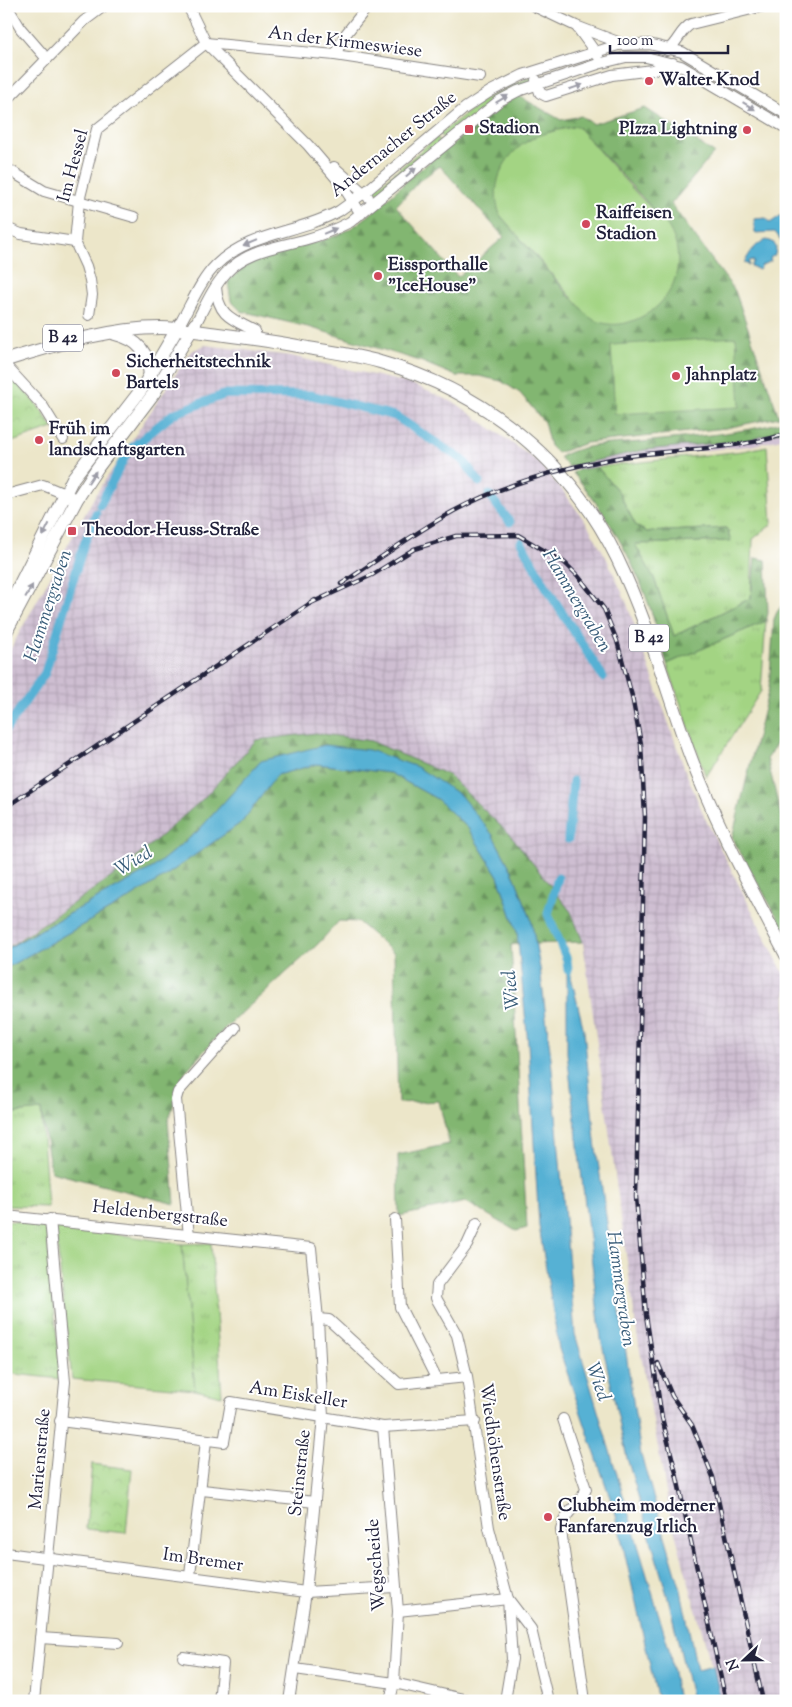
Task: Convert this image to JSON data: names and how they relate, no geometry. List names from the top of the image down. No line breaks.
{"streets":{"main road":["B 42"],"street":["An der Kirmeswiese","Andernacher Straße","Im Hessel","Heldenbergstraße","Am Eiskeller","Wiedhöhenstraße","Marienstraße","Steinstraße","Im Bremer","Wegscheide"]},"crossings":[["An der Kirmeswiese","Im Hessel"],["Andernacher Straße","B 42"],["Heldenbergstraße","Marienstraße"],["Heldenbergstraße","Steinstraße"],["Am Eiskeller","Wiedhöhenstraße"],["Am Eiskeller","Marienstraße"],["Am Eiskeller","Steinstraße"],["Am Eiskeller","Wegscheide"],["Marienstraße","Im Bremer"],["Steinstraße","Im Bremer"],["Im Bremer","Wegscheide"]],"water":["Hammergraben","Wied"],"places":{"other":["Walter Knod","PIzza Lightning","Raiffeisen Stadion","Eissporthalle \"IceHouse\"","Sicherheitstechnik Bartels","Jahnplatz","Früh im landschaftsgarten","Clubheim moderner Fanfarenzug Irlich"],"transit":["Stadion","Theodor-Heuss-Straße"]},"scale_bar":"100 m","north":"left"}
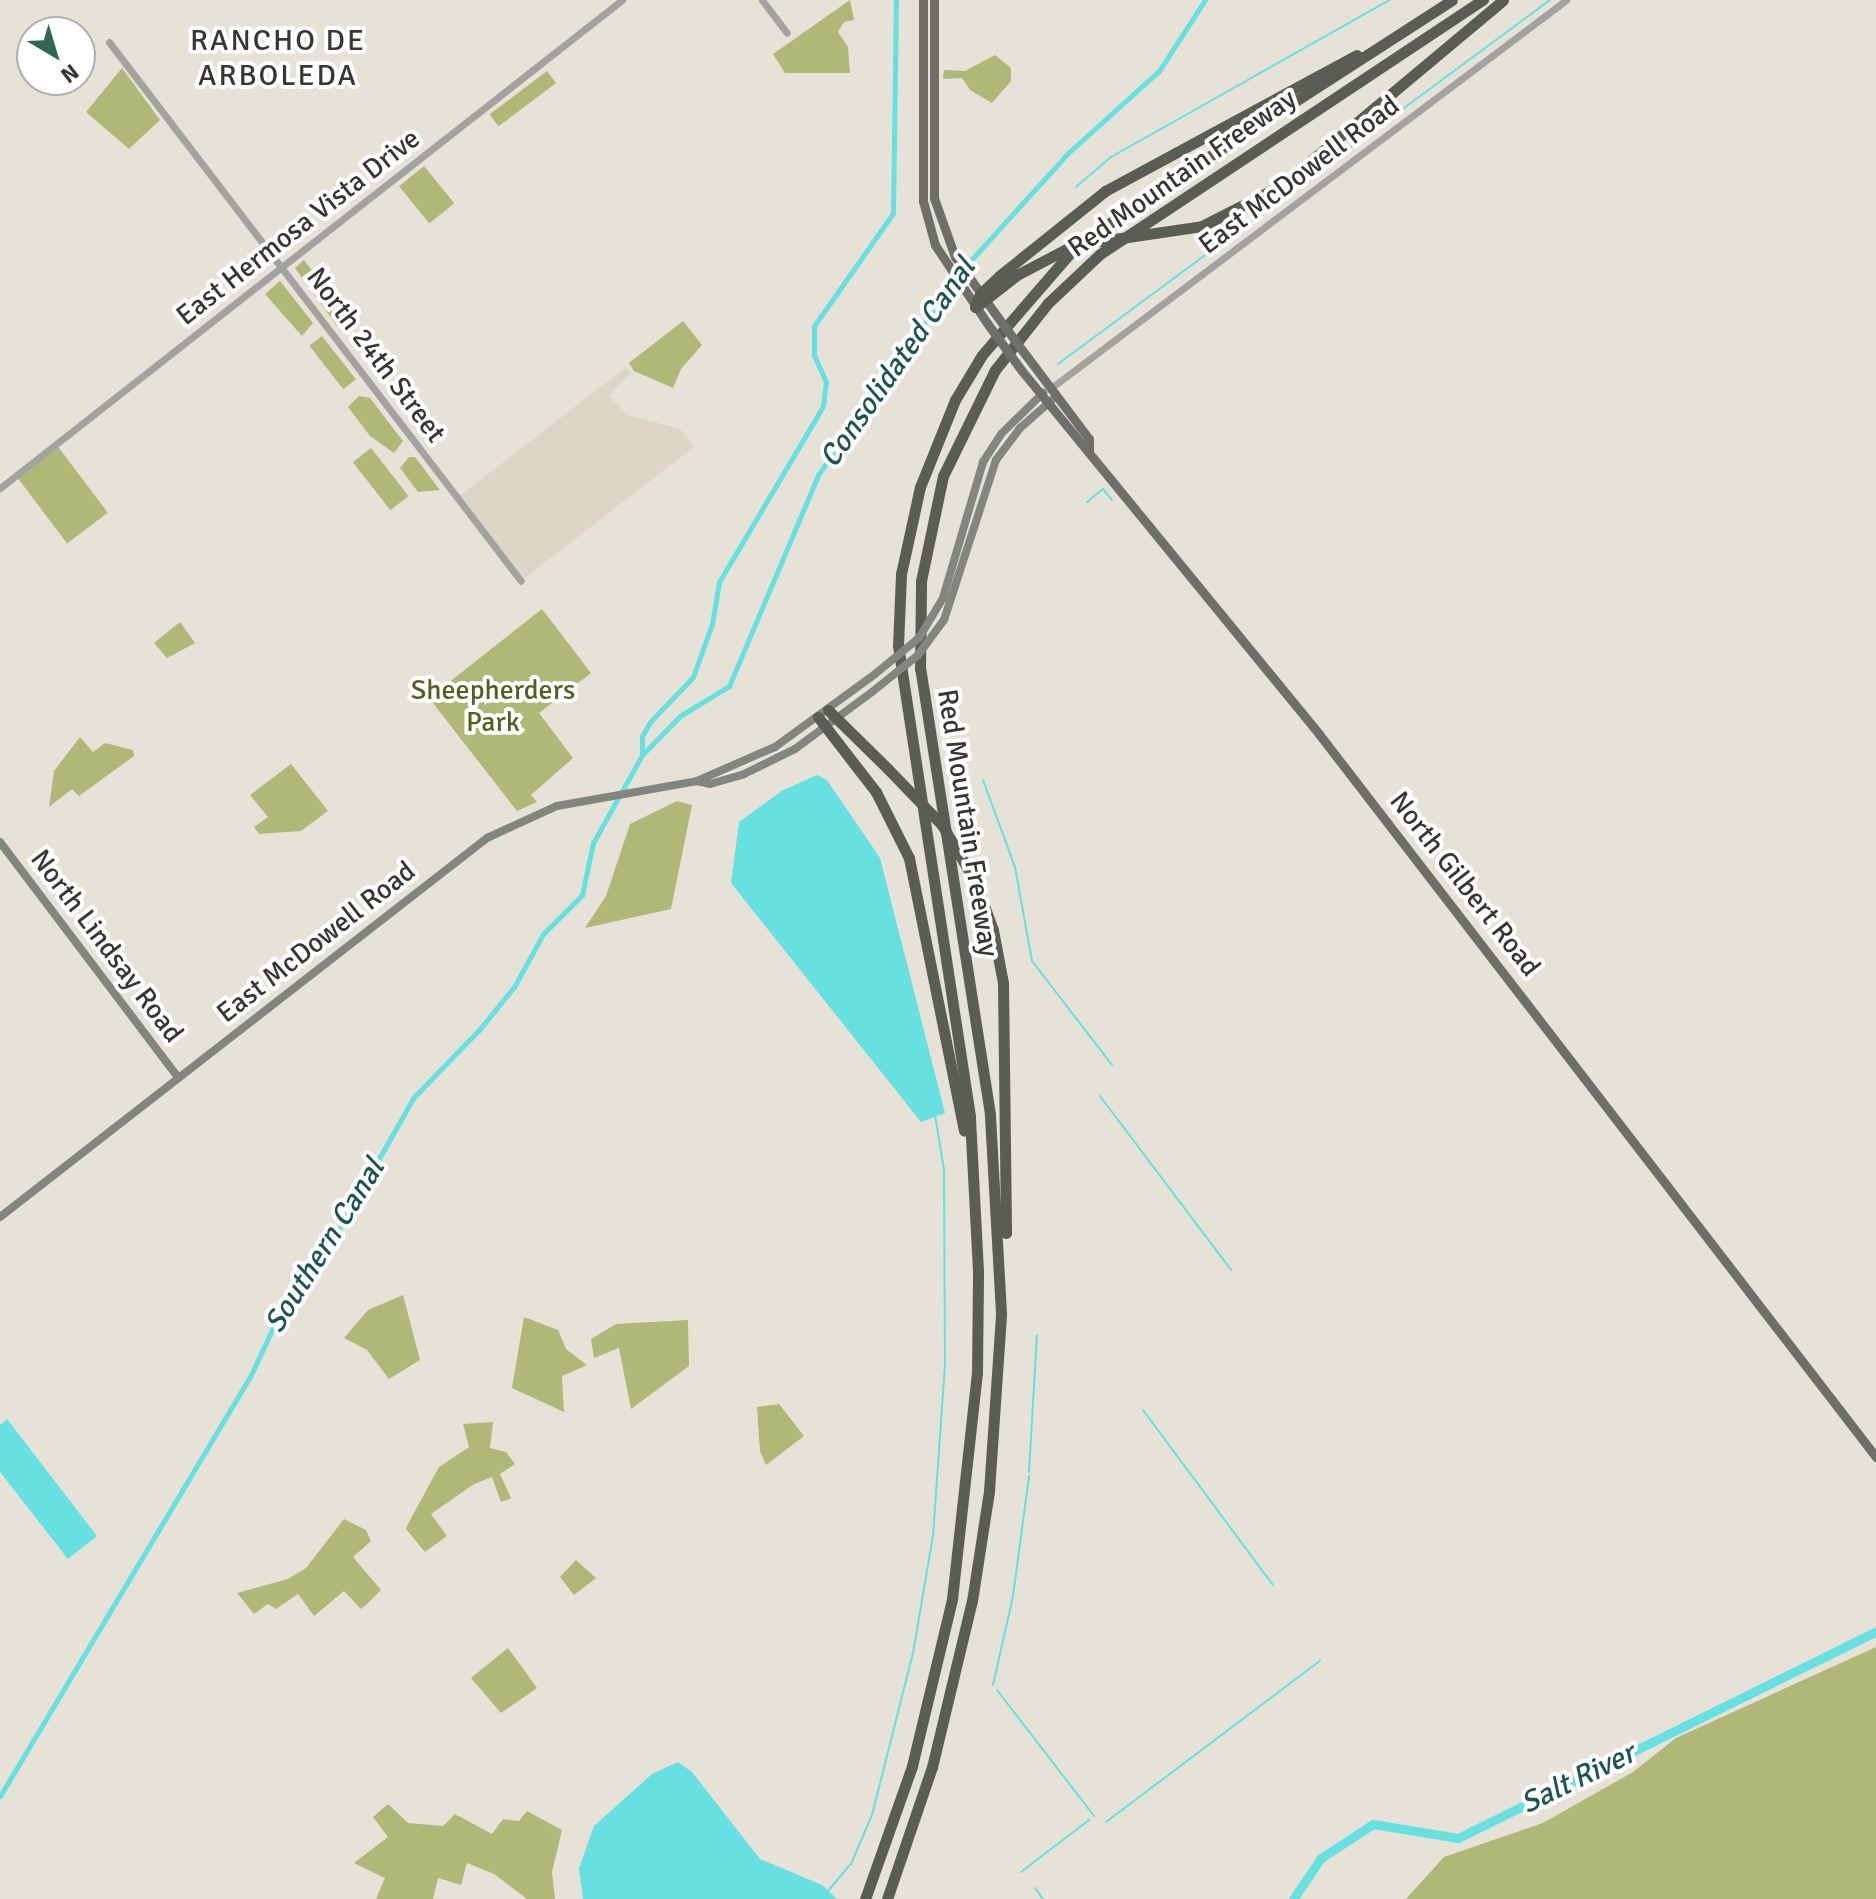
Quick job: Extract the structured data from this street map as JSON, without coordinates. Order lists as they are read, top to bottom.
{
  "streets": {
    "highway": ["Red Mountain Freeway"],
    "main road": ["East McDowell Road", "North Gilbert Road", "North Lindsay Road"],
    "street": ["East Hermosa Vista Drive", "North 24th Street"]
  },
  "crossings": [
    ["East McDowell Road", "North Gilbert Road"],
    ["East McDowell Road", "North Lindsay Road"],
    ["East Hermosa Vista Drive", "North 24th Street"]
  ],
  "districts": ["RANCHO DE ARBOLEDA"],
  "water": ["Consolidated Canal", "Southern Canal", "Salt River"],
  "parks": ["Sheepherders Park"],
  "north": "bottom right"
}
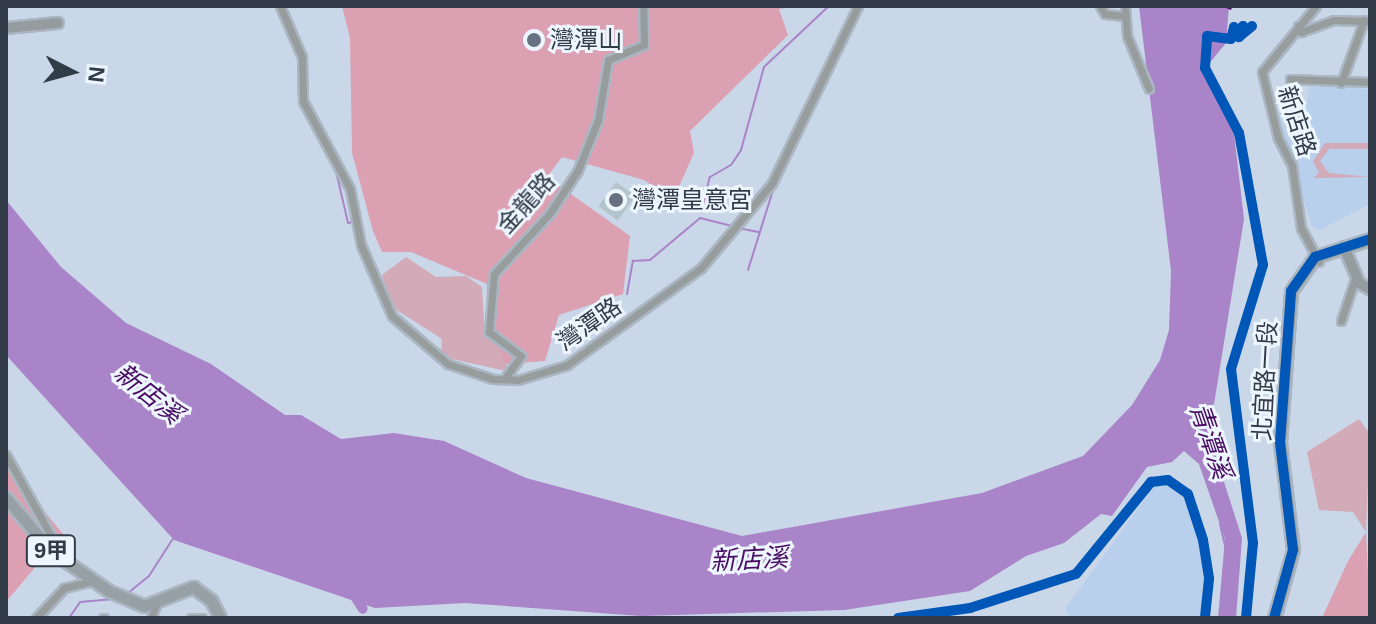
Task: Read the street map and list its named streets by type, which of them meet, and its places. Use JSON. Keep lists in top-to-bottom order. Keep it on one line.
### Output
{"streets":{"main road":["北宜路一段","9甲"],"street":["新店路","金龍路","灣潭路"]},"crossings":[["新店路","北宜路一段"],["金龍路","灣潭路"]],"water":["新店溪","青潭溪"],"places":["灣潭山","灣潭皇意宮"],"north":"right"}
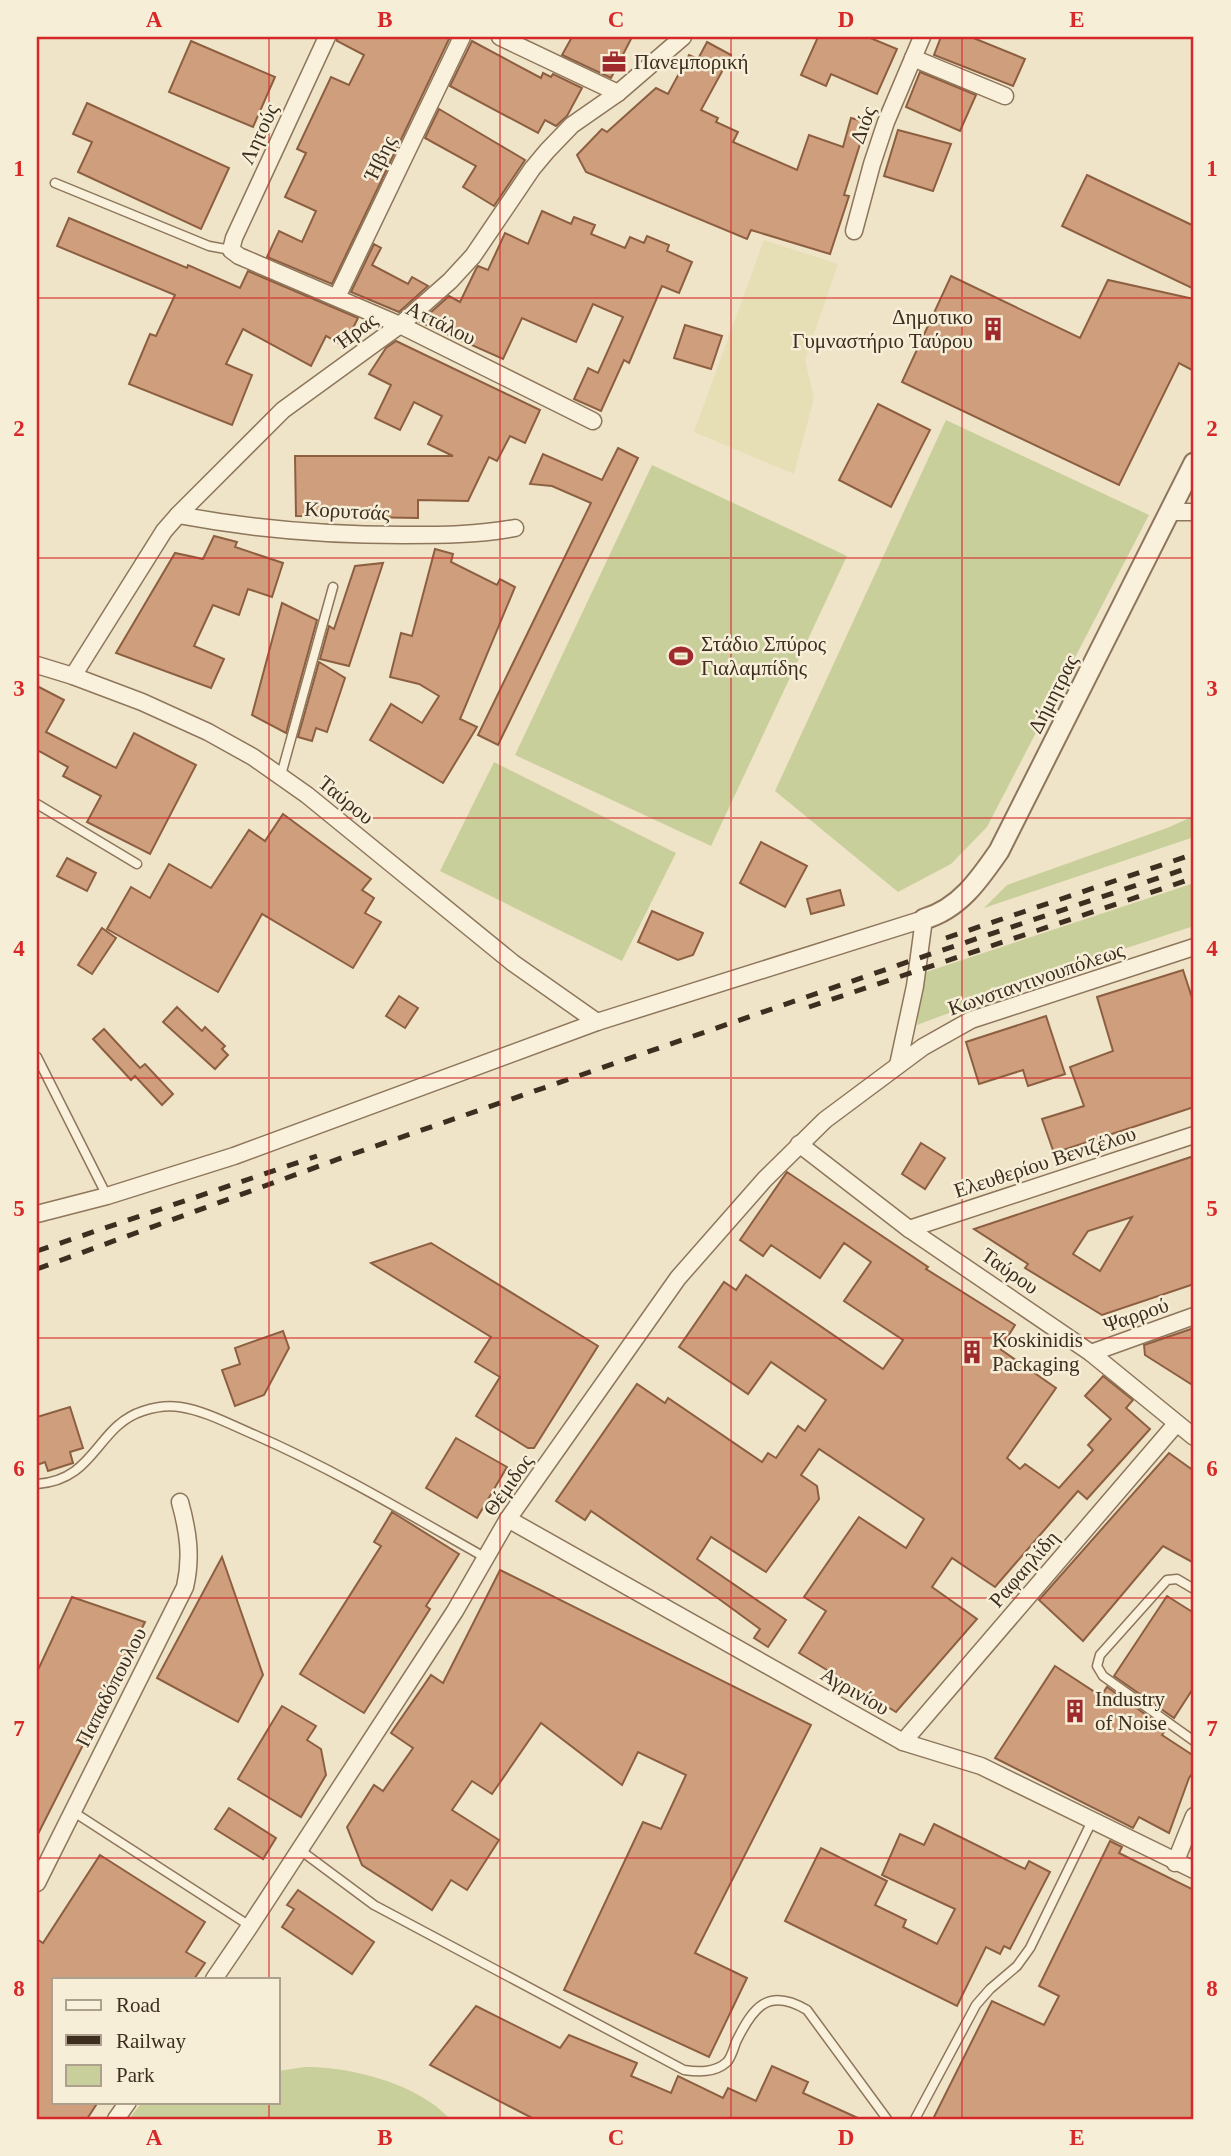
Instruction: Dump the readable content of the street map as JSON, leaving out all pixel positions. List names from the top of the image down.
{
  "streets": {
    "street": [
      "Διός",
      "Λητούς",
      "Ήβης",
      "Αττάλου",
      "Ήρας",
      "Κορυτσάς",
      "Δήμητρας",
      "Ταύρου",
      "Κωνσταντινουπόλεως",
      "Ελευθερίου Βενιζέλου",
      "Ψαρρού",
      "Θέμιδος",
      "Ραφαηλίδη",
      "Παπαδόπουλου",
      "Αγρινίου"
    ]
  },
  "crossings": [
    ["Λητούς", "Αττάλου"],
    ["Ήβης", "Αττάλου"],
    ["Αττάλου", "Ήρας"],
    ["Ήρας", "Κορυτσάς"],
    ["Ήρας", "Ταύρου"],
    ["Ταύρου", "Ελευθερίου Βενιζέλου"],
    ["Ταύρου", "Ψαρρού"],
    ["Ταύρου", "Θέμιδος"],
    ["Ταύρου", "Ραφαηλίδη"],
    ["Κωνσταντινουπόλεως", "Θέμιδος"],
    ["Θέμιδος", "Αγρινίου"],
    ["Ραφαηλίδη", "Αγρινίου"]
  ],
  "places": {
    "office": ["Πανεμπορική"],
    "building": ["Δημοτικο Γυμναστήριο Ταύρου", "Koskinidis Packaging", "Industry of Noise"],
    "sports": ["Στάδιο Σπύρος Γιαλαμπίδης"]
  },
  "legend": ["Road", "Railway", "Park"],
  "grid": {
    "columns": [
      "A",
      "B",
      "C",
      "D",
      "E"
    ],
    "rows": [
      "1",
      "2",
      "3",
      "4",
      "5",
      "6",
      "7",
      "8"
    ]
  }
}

***

■ TASK DESCRIPTION ■
While leaving pictures out, reproduce exactly the lines from the beginning of the listing above through the line containing "Task: Read the", both ends included.

■ TASK RESULT ■
Task: Convert this image to JSON data: names and how they relate, no geometry. List names from the top of the image down. No line breaks.
{"streets":{"main road":["B 42"],"street":["An der Kirmeswiese","Andernacher Straße","Im Hessel","Heldenbergstraße","Am Eiskeller","Wiedhöhenstraße","Marienstraße","Steinstraße","Im Bremer","Wegscheide"]},"crossings":[["An der Kirmeswiese","Im Hessel"],["Andernacher Straße","B 42"],["Heldenbergstraße","Marienstraße"],["Heldenbergstraße","Steinstraße"],["Am Eiskeller","Wiedhöhenstraße"],["Am Eiskeller","Marienstraße"],["Am Eiskeller","Steinstraße"],["Am Eiskeller","Wegscheide"],["Marienstraße","Im Bremer"],["Steinstraße","Im Bremer"],["Im Bremer","Wegscheide"]],"water":["Hammergraben","Wied"],"places":{"other":["Walter Knod","PIzza Lightning","Raiffeisen Stadion","Eissporthalle \"IceHouse\"","Sicherheitstechnik Bartels","Jahnplatz","Früh im landschaftsgarten","Clubheim moderner Fanfarenzug Irlich"],"transit":["Stadion","Theodor-Heuss-Straße"]},"scale_bar":"100 m","north":"left"}
Quick job: Extract the structured data from this street map as JSON, without coordinates. Order lists as they are read, top to bottom.
{
  "streets": {
    "highway": ["Red Mountain Freeway"],
    "main road": ["East McDowell Road", "North Gilbert Road", "North Lindsay Road"],
    "street": ["East Hermosa Vista Drive", "North 24th Street"]
  },
  "crossings": [
    ["East McDowell Road", "North Gilbert Road"],
    ["East McDowell Road", "North Lindsay Road"],
    ["East Hermosa Vista Drive", "North 24th Street"]
  ],
  "districts": ["RANCHO DE ARBOLEDA"],
  "water": ["Consolidated Canal", "Southern Canal", "Salt River"],
  "parks": ["Sheepherders Park"],
  "north": "bottom right"
}
Task: Read the street map and list its named streets by type, which of them meet, and its places. Use JSON. Keep lists in top-to-bottom order. Keep it on one line.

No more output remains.